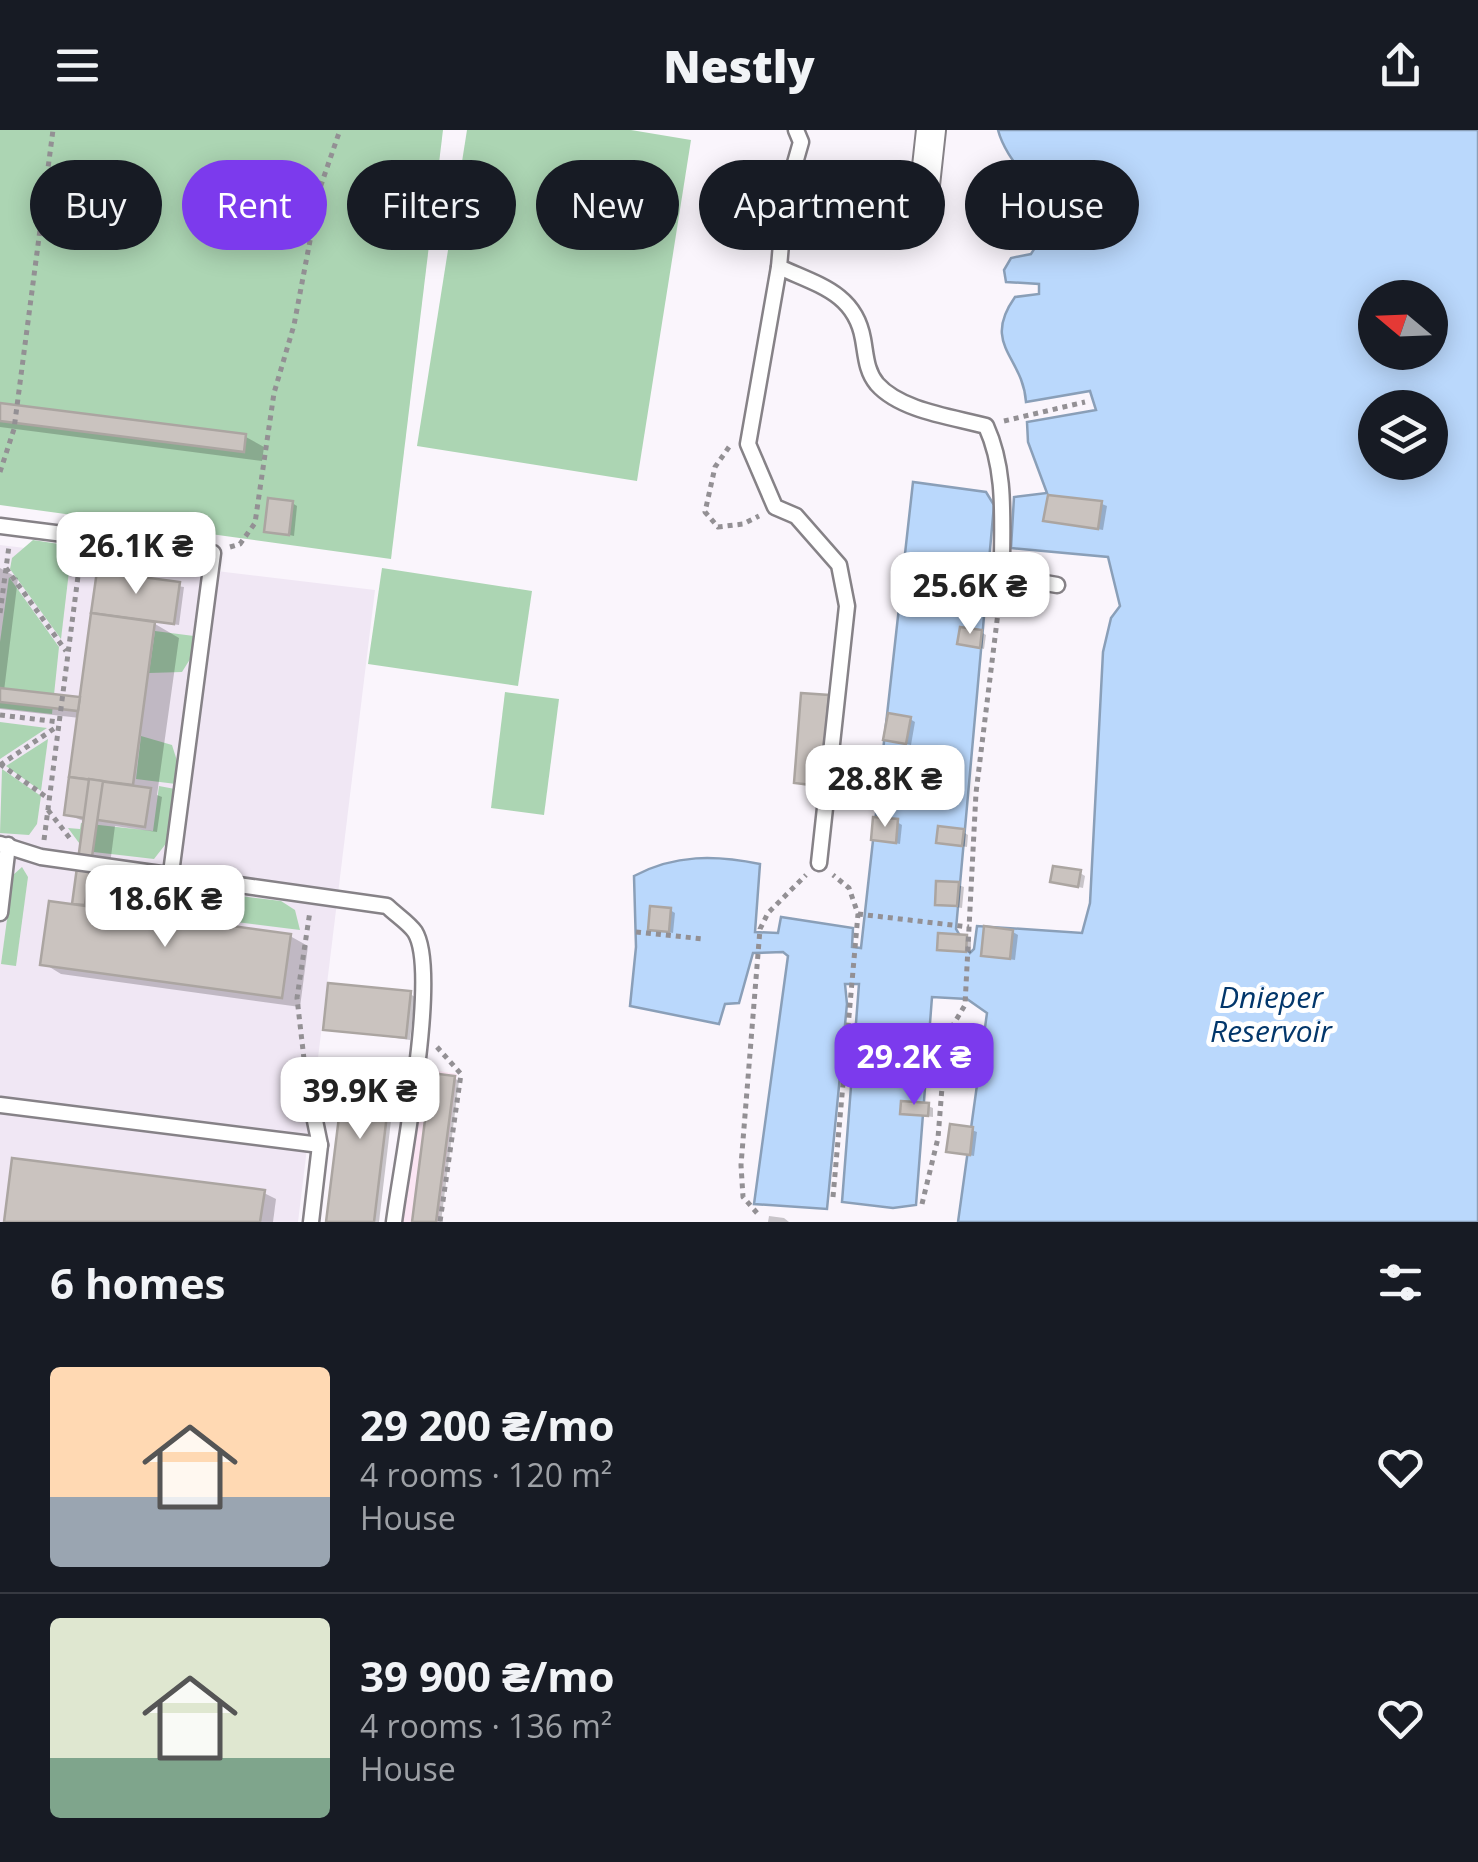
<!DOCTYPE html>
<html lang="en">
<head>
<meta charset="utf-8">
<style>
  :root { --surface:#171b24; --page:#20242c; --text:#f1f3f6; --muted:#9ea1a6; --line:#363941; --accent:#7c3aed }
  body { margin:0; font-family:"Open Sans",sans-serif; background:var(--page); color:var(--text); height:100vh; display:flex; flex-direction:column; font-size:38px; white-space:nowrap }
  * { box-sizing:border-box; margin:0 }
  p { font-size:32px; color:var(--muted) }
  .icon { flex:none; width:55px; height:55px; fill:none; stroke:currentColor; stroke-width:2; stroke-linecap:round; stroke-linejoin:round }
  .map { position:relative; height:1092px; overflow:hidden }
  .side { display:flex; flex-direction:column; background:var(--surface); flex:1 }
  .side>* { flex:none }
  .top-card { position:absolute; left:30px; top:30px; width:1420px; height:90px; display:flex; gap:20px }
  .needle { width:65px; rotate:289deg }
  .fabs { position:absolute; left:1358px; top:150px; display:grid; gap:20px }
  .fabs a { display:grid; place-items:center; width:90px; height:90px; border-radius:50%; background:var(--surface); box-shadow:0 5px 25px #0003; font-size:50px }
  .price { position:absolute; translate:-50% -85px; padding:0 22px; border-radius:20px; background:#fff; color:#222; font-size:32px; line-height:65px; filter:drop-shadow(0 2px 5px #0008) }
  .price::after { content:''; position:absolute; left:50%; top:60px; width:30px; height:22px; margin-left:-15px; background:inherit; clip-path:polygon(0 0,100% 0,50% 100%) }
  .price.selected { background:var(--accent); color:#fff }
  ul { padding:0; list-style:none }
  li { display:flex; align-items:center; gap:30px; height:250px; padding:0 50px }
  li+li { border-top:2px solid var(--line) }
  li span { display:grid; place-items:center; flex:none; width:280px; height:200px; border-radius:10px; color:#555 }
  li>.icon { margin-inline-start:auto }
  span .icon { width:120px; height:120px; fill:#fffc; stroke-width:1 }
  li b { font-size:42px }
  h2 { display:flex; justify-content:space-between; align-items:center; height:120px; padding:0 50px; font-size:42px }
  .pill { padding:0 35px; border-radius:45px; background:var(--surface); box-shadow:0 5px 25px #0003; font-size:35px; line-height:90px }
  .pill.selected { background:var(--accent); color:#fff }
  header { display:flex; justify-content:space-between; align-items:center; height:130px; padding:0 50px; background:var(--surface); font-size:45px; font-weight:800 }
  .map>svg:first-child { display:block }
  .built { fill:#f0e7f4 }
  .industrial { fill:#fce6f4 }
  .green { fill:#acd5b3 }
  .water { fill:#bad8fc; stroke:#8a9fb8; stroke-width:2.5; fill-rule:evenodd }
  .shadow { fill:#0003 }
  .building { fill:#cac3bf; stroke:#aba5a1; stroke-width:2.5 }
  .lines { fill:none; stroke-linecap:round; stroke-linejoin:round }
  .service-casing { stroke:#868287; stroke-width:19 }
  .minor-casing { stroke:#868287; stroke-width:32 }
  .path { stroke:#939094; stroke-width:5; stroke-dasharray:5 5; stroke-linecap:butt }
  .service { stroke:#fff; stroke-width:14 }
  .minor { stroke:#fff; stroke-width:28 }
  .labels { text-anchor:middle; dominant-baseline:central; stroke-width:10; stroke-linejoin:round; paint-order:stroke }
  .water-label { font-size:30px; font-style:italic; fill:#03376b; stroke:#fff }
</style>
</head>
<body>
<header><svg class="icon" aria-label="menu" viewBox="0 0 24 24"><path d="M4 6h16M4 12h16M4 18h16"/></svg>Nestly<svg class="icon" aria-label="share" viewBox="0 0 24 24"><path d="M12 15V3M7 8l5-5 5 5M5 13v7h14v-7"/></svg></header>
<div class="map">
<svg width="1478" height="1092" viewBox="0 0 1478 1092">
  <rect width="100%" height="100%" fill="#faf5fc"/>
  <polygon class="built" points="0,415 375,460 298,1092 0,1092"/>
  <polygon class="industrial" points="421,938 457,944 438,1092 400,1092"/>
  <g class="green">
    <polygon points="0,0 443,0 391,429 0,375"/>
    <polygon points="467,0 631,0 691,10 637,351 417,316"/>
    <polygon points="33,410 72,416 61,509 10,439 12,428"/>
    <polygon points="382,438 532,461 518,556 368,534"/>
    <polygon points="9,447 59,517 52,584 0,578 0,512"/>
    <polygon points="155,501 194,506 192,526 182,542 149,543"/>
    <polygon points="505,562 559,569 544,685 491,678"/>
    <polygon points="0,592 47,598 0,629"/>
    <polygon points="141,606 172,615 178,634 176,654 136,649"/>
    <polygon points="48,609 41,661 6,636"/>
    <polygon points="2,639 41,666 37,694 29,705 0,703"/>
    <polygon points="159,656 175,659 168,711 154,729 85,721 68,698 80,699 81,693 153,701"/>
    <polygon points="22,737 28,747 16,836 1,834 13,745"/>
    <polygon points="137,753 281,771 295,780 300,800 134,779"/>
  </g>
  <path class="water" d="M998 0H1478V1092H958L987 883 967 869 932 867 916 1075 893 1078 842 1072 859 854H845L847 874 827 1079 754 1074 788 826 783 822 753 823 739 873 725 874 719 894 630 876 636 817 634 746C675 724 716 725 760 734L755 802 778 803 781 787 853 798 852 817 861 818 913 352 986 362 994 375 956 799 970 823 974 819 977 796 1082 803 1090 773 1103 522 1111 488 1120 476 1108 427 1011 418 1014 367 1047 363 1028 312 1027 292 1096 280 1090 261 1026 272C1023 226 981 215 1015 167L1039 164V154L1006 152 1004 140 1011 128 1031 124C1071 69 1011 49 998 0ZM1375 168H1430V222H1375ZM1375 278H1430V332H1375Z"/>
  <g class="shadow">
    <polygon points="0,275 246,307 264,317 262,331 0,297"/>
    <polygon points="292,373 297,376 294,406 267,400"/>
    <polygon points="1102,374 1107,376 1103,400 1046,390"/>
    <polygon points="925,437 930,440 928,453 905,448"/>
    <polygon points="0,438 18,448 4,561 82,570 100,444 184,457 179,495 150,491 179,508 157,665 162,667 157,702 115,696 104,780 290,806 308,816 300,877 61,844 43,833 74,777 86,692 66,684 80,588 0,579"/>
    <polygon points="981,502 986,505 984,519 960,513"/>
    <polygon points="828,568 833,571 826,657 801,655 796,652"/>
    <polygon points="910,589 915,592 911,615 886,609"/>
    <polygon points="897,692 902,695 900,714 874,709"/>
    <polygon points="963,702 968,705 967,717 938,712"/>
    <polygon points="1080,743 1085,746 1083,758 1053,751"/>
    <polygon points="958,755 964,757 962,778 937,774"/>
    <polygon points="670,780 675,783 673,803 651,799"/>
    <polygon points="1013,802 1018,805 1015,830 983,825"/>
    <polygon points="966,807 971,810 971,823 939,819"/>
    <polygon points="410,864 415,867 410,910 325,898"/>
    <polygon points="876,917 881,920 879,939 848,933"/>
    <polygon points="392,937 397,940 379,1092 329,1092"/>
    <polygon points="454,948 459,951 441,1092 414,1092"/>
    <polygon points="928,976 933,978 933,987 902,983"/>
    <polygon points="972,1000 977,1002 974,1026 949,1021"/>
    <polygon points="264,1063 276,1069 273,1092 6,1092"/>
    <polygon points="769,1086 784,1088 789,1092 768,1092"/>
  </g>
  <g class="building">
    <polygon points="0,273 246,304 244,322 0,291"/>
    <polygon points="1048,365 1102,371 1098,399 1043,391"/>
    <polygon points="268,368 293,371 289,405 264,402"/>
    <polygon points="904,432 925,434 924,452 902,450"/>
    <polygon points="97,441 180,452 174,494 91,483"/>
    <polygon points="91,483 155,492 133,655 69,647"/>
    <polygon points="960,497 982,500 980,518 957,514"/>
    <polygon points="0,558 80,567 78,581 0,572"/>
    <polygon points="801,563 829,565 821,656 794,653"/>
    <polygon points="888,583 911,587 906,614 883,610"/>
    <polygon points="69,647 151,658 145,697 64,685"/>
    <polygon points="89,649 103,651 85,775 72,774"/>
    <polygon points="873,687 898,689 896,713 871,710"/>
    <polygon points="938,696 964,699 962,716 936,713"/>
    <polygon points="1053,736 1081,740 1078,757 1050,752"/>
    <polygon points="936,751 959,752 957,776 935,775"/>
    <polygon points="49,771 291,804 282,868 40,835"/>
    <polygon points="650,776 671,778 669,802 648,800"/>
    <polygon points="984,796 1013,800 1010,829 981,826"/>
    <polygon points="938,803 967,805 966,822 937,820"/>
    <polygon points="328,853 411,861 406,908 323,900"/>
    <polygon points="848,911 876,915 874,938 846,935"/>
    <polygon points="346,930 393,935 374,1092 326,1092"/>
    <polygon points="431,943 455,946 436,1092 412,1092"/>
    <polygon points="901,971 929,973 928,986 900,984"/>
    <polygon points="950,994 973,997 970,1025 946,1022"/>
    <polygon points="12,1028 265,1060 260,1092 4,1092"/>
  </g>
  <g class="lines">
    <defs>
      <g id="service">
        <path d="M796 0 801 12 785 68 779 137C818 155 855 163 863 209 866 225 866 241 877 254 901 281 953 287 986 296 1006 340 1002 387 1002 435L1016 448 1057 455"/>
        <polyline points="779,137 748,314 775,377 796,386 839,435 847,476 819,733"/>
        <polyline points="0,396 213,423 171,743"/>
        <path d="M0 714 41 727 387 776C395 784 409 793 415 802 440 842 401 1037 394 1092"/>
        <polyline points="0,783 8,715"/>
        <polyline points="306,947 320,1015 311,1092"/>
        <polyline points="0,975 320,1015"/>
      </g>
      <polyline id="minor" points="925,55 931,0"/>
    </defs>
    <use href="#service" class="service-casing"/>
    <use href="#minor" class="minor-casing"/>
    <g class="path">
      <polyline points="1004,291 1085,272"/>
      <polyline points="729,317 715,337 705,382 718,397 743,394 759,386"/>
      <polyline points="0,342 14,299 53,0"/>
      <polyline points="230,417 240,414 255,393 274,263 294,195 320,58 340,0"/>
      <polyline points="6,438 66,521"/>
      <polyline points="0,483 9,416"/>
      <polyline points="0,585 59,592"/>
      <polyline points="0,634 49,669"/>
      <polyline points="0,635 58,596"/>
      <polyline points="48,680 72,711"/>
      <polyline points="44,710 81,423"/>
      <polyline points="858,784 969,797"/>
      <polyline points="636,802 704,809"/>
      <polyline points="437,917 461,944 440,1092"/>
      <polyline points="304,929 297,868 310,781"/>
      <polyline points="833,1067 858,784 849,758 833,745"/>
      <polyline points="922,1074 938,1008 946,907 965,875 976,663 1001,458"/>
      <polyline points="757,1083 743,1067 741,1035 760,799 768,783 806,745"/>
    </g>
    <use href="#service" class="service"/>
    <use href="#minor" class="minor"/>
  </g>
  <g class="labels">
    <g class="water-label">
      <text x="1271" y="866">Dnieper<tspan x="1271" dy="34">Reservoir</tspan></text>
    </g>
  </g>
</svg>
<div class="fabs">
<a><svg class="needle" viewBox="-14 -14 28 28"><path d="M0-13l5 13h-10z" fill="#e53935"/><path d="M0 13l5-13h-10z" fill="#9ea1a6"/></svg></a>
<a><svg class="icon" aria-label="layers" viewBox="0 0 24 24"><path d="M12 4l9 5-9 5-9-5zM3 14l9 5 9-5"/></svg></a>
</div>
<b class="price" style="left:136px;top:467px">26.1K ₴</b>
<b class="price" style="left:970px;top:507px">25.6K ₴</b>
<b class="price" style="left:885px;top:700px">28.8K ₴</b>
<b class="price" style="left:165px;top:820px">18.6K ₴</b>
<b class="price selected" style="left:914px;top:978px">29.2K ₴</b>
<b class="price" style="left:360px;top:1012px">39.9K ₴</b>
<div class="top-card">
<a class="pill">Buy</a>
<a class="pill selected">Rent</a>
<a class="pill">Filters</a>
<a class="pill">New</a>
<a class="pill">Apartment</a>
<a class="pill">House</a>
</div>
</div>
<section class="side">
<h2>6 homes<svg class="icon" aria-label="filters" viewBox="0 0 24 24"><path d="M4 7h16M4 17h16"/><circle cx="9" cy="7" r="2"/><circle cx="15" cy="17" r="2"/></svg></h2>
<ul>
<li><span style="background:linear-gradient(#ffd9b3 65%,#9aa5b1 0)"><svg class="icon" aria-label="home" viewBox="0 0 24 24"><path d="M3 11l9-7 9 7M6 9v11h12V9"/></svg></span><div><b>29 200 ₴/mo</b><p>4 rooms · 120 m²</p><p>House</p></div><svg class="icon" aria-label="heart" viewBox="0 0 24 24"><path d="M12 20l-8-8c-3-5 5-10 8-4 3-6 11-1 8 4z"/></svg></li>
<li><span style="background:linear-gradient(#dfe7d0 70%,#7fa58c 0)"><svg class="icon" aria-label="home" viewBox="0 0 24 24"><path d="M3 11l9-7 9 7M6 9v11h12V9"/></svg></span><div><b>39 900 ₴/mo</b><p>4 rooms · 136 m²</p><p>House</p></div><svg class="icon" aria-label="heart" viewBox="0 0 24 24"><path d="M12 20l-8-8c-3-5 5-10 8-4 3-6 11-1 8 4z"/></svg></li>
</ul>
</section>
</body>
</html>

● ● ● ● ● ● ●

Within the material above, show every line that includes "fabs".

  .fabs { position:absolute; left:1358px; top:150px; display:grid; gap:20px }
  .fabs a { display:grid; place-items:center; width:90px; height:90px; border-radius:50%; background:var(--surface); box-shadow:0 5px 25px #0003; font-size:50px }
<div class="fabs">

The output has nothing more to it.